We recently moved back from the suburbs into San Francisco proper, but our new house is a little smaller than the old one. In particular, there is a lot less counter space than we are used to in the kitchen, which means that things very quickly fill up if we are not careful, at which point it becomes almost impossible to even think about activities such as cooking or simply making a sandwich.
The only way to conquer this situation is to always empty the dishwasher as soon as it is clean, which then allows us to immediately put dirty dishes into the dishwasher, rather than allowing them to pile up on the counters. Of course, this requires a fair amount of discipline…

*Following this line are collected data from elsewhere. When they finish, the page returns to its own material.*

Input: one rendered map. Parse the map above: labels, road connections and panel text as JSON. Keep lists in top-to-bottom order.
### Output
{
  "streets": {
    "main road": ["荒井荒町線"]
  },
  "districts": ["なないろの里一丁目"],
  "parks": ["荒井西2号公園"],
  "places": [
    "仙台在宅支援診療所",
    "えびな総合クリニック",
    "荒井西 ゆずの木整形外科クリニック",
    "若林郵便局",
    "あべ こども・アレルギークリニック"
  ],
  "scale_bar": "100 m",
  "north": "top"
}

Yesterday evening was another of those days (maybe because it was the end of an exhausting work week) where we were too tired to immediately put away the clean dishes, which meant that the first dirty dishes landed on the counters. Once some crap has started to pile up on the counters, the inhibition to add additional crap is a lot less, and from that point on it just goes downhill. Now, cleaning everything up becomes a major effort, which is therefore postponed for as long as possible… At the end of the evening, the counters are full of dirty dishes, garbage, food leftovers, etc.
This morning I realized that this is exactly the same issue as in the Broken Windows theory that the Pragmatic Programmers Dave Thomas and Andy Hunt describe in their book and on their website. I guess it is one of those cases where the same problems manifest themselves in software development as well as in real life.